→ Task directions
How many lines of the listing below hold the word "sans"? Answer with the number alone.

→ Supplied data
------------------------

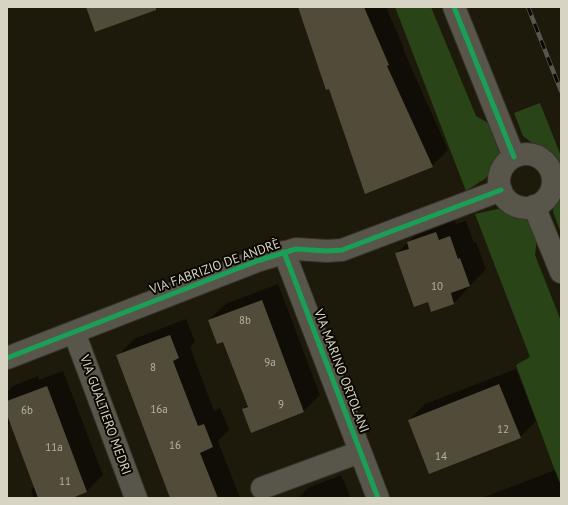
<!DOCTYPE html>
<meta charset="utf-8">
<style>
body{margin:0}
#map{position:relative;width:568px;height:505px;overflow:hidden;background:#1d1a0b;font-family:"PT Sans",sans-serif}
canvas{display:block}
.frame{position:absolute;inset:0;border:8px solid #d7d4c4;pointer-events:none}
</style>
<div id="map">
<canvas width="568" height="505"></canvas>
<div class="frame"></div>
</div>
<script>
const context = document.querySelector('canvas').getContext('2d');
context.lineJoin = 'round';
function fill(path, color) {
  context.fillStyle = color;
  context.fill(path, 'evenodd');
}
function shape(rows) {
  const path = new Path2D();
  for (const r of rows) {
    if (r.length === 3) {
      path.moveTo(r[0] + r[2], r[1]);
      path.arc(r[0], r[1], r[2], 0, 2 * Math.PI);
      continue;
    }
    path.moveTo(r[0], r[1]);
    for (let i = 2; i < r.length; i += 2) path.lineTo(r[i], r[i + 1]);
  }
  return path;
}
function trace(path, color, width, dash) {
  context.strokeStyle = color;
  context.lineWidth = width;
  context.lineCap = dash ? 'butt' : 'round';
  context.setLineDash(dash || []);
  context.stroke(path);
}
function drawText(font, color, halo, rows, align = 'center') {
  context.font = font + ' "PT Sans",sans-serif';
  context.lineWidth = 4;
  context.setLineDash([]);
  context.textBaseline = 'middle';
  context.strokeStyle = halo;
  context.fillStyle = color;
  for (const [text, x, y, turn = 0] of rows) {
    context.save();
    context.translate(x, y);
    context.rotate((+turn || 0) * Math.PI / 180);
    context.textAlign = isNaN(turn) ? turn : align;
    if (halo) context.strokeText(text, 0, 0);
    context.fillText(text, 0, 0);
    context.restore();
  }
}
fill(shape([
 [395,7,431,7,476,116,488,123,497,132,501,145,500,156,496,167,486,178,466,191],
 [540,103,561,156,561,233,553,212,554,203,557,194,557,171,552,159,523,136,514,113],
 [497,209,517,210,526,216,538,232,535,255,561,321,561,487,516,365,530,357,475,214]
]), '#294518');
fill(shape([
 [299,7,386,7,404,48,403,49,448,150,432,166,329,88],
 [453,216,456,224,466,221,474,243,476,242,486,269,454,303,428,301,396,254,424,227],
 [278,284,320,395,304,411,252,432,243,409,248,404,224,340,209,320,225,304],
 [186,319,195,342,190,347,214,411,220,408,229,430,218,441,240,498,171,498,118,356,134,339],
 [516,369,536,421,520,437,409,420,425,404],
 [63,371,103,475,87,491,70,498,34,498,31,490,35,486,11,423,7,425,7,392,13,386,38,376,39,380],
 [555,470,561,485,561,498,482,498],
 [341,475,351,498,298,498,308,488]
]), '#0007');
fill(shape([
 [86,7,156,7,156,10,95,32],
 [298,7,364,7,389,65,387,66,433,167,365,194,329,89,326,90],
 [436,232,439,240,450,236,458,259,460,258,470,286,451,293,454,304,431,312,428,302,414,307,395,253,409,249,407,242],
 [262,300,304,412,251,433,242,409,248,407,223,342,217,344,208,320],
 [170,335,179,358,173,361,198,426,204,424,213,447,200,453,218,498,170,498,116,355],
 [499,384,521,438,429,474,408,420],
 [47,386,87,492,72,498,38,498,7,415,7,401]
]), '#514c39');
const minor = shape([
 [454,7,514,157],
 [526,181,27],
 [534,206,561,272],
 [284,252,378,498],
 [74,332,136,498],
 [7,358,257,261,296,249,327,251,342,250,501,190],
 [262,488,360,452]
]);
trace(minor, '#353329', 24);
trace(minor, '#58564b', 22);
const rail = shape([
 [528,7,561,91]
]);
trace(rail, '#59574d', 4.5);
trace(rail, '#0b0802', 3, [9]);
trace(shape([
 [454,7,514,157],
 [284,252,378,498],
 [7,358,257,261,296,249,327,251,342,250,501,190]
]), '#1a9f57', 5);
drawText('11px', '#b6b2a1', null, [
 ["10",437,287],
 ["8b",245,321],
 ["9a",270,363],
 ["8",153,368],
 ["9",281,405],
 ["16a",159,410],
 ["6b",27,411],
 ["12",503,430],
 ["16",175,446],
 ["11a",54,448],
 ["14",441,457],
 ["11",65,482]
]);
drawText('13px', '#d7d4c4', '#0b0802', [
 ["VIA FABRIZIO DE ANDRÈ",215,267,-20],
 ["VIA MARINO ORTOLANI",341,371,69],
 ["VIA GUALTIERO MEDRI",105,415,70]
]);
</script>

------------------------

→ Completed task
2